Но все прелести легендарного города не производили на Керри того впечатления, которое дарили близость любимого и необыкновенно возросшее чувство к нему, обостренное близящейся разлукой. Это чувство было и наслаждением и пыткой одновременно, а невозможность высказать его доводила Керри до изнеможения, которое она могла скрыть только в сильных объятиях Ронана.
Ронан же методично водил Керри по галереям, подпитывая тем самым ее возвратившуюся страсть к живописи.
Девушку влекли полотна импрессионистов и постимпрессионистов. Моне, Дега, Ренуар, Сезанн, Ван Гог, Гоген, Писсарро — имена, известные всем. Для нее же они означали встречу с незабываемым восторгом юности, когда она могла только мечтать увидеть собственными глазами сокровища Лувра или Музея Орсэ, что не мешало ей жадно впитывать все, что интересовало ее на тот момент в живописи: свобода, ясность, выразительность, смелость.
И она была счастлива обнаружить, что душа ее так же непосредственно откликается на вызов новаторов прошлого и впечатления юности столь же свежи.
Однажды Керри выходила из любимых залов в невероятном воодушевлении, тогда как Ронан недоуменно пожимал плечами и нарочито невежественно вещал:
— Мазня какая-то. Одно такое произведение еще вынести можно, но когда ими заполоняют залы и залы... Хотя кто я такой, чтобы судить?
— А я в восторге, — просто отозвалась Керри.
— Так и было задумано, — хитро ответил Ронан. — А теперь, пожалуй, зайдем в ближайшее кафе и выпьем по чашечке чаю... Я доволен уже тем, что довольна ты, дорогая.
— У меня просто нет слов, Ронан. И от чая я не откажусь, — проговорила она, подстраивая свой шаг под его быструю поступь.
— Хочешь зайти в сувенирную лавку? — предложил ей Ронан в завершение очередного насыщенного дня.
— Да, пожалуй... Хочу купить несколько открыток с фотографиями мест, где мы побывали, и картин, что видели. Книгу о Париже или о живописи... А может, даже приобрету футболку с какой-нибудь дурацкой надписью.
— Хорошо. Ты отправляйся. Встретимся у реки.
— А ты что же? Не пойдешь со мной? — разочарованно спросила Керри.
— Нет... Подышу свежим воздухом перед сном.

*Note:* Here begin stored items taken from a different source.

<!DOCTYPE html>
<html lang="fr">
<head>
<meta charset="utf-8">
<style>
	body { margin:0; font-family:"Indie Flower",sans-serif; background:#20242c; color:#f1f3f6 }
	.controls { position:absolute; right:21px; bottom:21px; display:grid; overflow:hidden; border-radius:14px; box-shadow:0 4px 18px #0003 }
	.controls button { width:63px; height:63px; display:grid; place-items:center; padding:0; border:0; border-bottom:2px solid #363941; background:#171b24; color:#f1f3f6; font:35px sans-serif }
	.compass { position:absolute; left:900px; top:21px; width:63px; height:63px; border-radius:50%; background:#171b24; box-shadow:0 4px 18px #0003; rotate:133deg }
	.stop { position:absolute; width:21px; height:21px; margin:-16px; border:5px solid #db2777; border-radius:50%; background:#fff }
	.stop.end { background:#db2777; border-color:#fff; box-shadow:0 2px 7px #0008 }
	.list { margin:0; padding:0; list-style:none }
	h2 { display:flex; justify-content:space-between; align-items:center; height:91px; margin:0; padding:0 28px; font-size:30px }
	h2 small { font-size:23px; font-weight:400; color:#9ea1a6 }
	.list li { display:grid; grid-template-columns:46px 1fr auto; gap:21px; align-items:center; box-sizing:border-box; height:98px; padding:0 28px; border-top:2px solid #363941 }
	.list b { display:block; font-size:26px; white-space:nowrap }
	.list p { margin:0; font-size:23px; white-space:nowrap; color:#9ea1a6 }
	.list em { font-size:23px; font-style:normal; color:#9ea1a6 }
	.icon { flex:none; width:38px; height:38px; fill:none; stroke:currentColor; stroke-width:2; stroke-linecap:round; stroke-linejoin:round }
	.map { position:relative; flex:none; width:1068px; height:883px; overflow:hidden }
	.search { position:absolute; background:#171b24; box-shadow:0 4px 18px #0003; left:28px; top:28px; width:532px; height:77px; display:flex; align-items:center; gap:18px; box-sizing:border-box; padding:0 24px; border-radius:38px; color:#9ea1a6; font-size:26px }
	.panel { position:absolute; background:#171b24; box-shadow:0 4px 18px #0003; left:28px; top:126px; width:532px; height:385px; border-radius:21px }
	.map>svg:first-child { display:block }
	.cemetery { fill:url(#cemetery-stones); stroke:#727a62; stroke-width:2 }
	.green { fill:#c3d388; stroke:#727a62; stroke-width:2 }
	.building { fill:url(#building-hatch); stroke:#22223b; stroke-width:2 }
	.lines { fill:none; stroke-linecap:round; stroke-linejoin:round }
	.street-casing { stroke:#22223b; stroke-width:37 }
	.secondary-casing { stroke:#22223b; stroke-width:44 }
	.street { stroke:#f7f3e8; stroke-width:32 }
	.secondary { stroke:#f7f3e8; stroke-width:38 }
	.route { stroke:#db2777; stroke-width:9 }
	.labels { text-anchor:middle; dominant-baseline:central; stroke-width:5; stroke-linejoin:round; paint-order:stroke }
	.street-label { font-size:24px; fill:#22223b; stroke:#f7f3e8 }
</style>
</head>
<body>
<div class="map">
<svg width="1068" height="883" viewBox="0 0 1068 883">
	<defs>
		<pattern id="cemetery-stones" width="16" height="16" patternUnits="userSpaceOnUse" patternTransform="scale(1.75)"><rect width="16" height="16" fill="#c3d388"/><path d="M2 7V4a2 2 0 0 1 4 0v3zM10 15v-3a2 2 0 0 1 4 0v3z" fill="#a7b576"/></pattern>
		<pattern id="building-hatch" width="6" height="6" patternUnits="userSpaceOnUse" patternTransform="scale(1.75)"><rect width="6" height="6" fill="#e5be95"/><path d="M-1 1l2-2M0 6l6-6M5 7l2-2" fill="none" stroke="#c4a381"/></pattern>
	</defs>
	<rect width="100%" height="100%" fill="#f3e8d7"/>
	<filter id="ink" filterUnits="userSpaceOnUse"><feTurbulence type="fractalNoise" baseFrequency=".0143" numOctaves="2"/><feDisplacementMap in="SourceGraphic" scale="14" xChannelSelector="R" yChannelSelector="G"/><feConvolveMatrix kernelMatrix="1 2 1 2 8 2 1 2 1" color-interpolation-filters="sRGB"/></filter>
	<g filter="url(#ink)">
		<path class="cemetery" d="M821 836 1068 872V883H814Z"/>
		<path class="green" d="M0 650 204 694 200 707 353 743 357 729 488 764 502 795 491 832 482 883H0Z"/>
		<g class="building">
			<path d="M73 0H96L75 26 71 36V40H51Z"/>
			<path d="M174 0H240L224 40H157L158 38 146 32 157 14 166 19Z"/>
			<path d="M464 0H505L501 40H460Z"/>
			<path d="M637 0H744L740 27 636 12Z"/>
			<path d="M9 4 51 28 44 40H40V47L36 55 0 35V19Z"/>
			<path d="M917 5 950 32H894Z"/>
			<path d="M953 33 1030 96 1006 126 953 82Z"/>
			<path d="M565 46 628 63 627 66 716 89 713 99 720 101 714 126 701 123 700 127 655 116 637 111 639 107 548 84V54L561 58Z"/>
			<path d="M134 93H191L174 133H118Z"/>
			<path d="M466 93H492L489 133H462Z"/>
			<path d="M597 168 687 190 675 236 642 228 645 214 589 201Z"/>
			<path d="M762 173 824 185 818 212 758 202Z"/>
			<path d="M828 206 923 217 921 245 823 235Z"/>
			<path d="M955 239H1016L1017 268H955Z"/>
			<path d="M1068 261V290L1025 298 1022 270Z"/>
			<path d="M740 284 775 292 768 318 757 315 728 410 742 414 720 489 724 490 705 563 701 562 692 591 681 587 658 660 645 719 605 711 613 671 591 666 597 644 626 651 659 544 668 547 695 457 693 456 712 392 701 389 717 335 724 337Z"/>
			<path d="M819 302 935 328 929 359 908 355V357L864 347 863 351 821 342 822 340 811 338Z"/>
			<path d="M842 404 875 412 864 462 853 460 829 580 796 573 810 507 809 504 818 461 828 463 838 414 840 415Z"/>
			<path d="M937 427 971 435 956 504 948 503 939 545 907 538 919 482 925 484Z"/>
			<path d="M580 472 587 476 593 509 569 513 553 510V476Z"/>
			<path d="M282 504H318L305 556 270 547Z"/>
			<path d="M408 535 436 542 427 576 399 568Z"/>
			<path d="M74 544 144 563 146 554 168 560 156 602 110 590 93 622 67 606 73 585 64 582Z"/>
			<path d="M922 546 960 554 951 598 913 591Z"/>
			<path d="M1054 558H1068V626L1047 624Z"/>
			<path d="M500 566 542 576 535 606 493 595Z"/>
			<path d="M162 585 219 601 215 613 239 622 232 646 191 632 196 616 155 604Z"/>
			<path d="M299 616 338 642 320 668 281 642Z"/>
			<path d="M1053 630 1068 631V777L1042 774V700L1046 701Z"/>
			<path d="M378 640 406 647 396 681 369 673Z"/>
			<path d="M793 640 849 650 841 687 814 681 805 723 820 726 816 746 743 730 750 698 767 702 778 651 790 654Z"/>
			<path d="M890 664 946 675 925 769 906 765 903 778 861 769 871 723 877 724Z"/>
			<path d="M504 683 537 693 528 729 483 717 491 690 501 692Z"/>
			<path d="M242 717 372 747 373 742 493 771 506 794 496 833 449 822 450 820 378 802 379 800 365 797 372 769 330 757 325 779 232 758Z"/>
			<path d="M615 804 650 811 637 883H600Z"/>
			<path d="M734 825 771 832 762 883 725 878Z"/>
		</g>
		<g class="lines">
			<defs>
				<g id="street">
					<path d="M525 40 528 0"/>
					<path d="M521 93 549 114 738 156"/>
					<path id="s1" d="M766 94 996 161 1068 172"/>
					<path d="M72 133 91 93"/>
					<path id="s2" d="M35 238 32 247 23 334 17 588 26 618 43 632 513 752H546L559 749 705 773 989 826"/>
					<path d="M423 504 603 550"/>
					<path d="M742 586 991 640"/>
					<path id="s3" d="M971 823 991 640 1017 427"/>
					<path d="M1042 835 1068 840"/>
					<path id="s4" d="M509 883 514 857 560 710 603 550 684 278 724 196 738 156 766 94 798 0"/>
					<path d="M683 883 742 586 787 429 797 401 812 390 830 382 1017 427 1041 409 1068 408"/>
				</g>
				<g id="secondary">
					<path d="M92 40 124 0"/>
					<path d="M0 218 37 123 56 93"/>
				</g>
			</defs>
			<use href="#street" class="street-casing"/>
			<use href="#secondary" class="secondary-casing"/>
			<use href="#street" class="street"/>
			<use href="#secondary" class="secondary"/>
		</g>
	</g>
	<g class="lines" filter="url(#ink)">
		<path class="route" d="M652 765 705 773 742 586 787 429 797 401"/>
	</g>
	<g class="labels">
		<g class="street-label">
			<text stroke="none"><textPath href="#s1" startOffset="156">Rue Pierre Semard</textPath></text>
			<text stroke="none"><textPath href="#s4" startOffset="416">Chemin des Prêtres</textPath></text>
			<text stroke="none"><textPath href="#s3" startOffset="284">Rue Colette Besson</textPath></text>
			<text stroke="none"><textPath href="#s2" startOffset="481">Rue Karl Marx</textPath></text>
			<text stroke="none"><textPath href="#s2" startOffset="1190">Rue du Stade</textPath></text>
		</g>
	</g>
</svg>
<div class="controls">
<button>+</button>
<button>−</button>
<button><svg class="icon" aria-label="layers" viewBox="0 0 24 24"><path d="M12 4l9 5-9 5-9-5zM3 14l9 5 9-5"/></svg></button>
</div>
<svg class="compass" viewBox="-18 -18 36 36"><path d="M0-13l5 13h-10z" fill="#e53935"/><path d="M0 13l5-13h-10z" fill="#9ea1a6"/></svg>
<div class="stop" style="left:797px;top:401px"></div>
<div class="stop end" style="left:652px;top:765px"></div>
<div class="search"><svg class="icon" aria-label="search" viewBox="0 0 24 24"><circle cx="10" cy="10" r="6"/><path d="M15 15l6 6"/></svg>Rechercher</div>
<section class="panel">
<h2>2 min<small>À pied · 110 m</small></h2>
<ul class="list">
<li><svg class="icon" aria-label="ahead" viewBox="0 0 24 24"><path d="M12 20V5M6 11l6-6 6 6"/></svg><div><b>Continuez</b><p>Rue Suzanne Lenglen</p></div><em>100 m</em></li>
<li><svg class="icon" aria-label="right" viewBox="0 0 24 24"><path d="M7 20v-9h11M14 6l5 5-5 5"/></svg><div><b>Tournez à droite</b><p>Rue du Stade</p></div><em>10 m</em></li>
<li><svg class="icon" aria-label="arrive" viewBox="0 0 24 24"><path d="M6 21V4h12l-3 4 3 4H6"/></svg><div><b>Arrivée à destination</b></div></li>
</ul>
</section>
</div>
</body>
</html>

А ты можешь не торопиться.
— Ладно... — проговорила ошеломленная таким поворотом дела Керри и скрылась за дверью сувенирной лавки, один раз оглянувшись с недоумением на Ронана, с которым они, казалось, еще ни разу толком не расставались.
Ронан смотрел на воду Сены с набережной так, словно надеялся углядеть там ответ на мучивший его вопрос.
Лицо Ронана было хмуро и сосредоточенно, как если бы ветром сорвало его всегдашнюю маску добродушия и беззаботности. Он жадно вдыхал воздух, который, увы, как в любом крупном городе, был не столь уж свеж. А резкие порывы ветра с реки, скрепленные осенней прохладцей, казалось, продували голову насквозь. Так он надеялся прояснить свои мысли. Прежде чем доверить их другому, следовало перепроверить самому, и сделать это со всей ответственностью.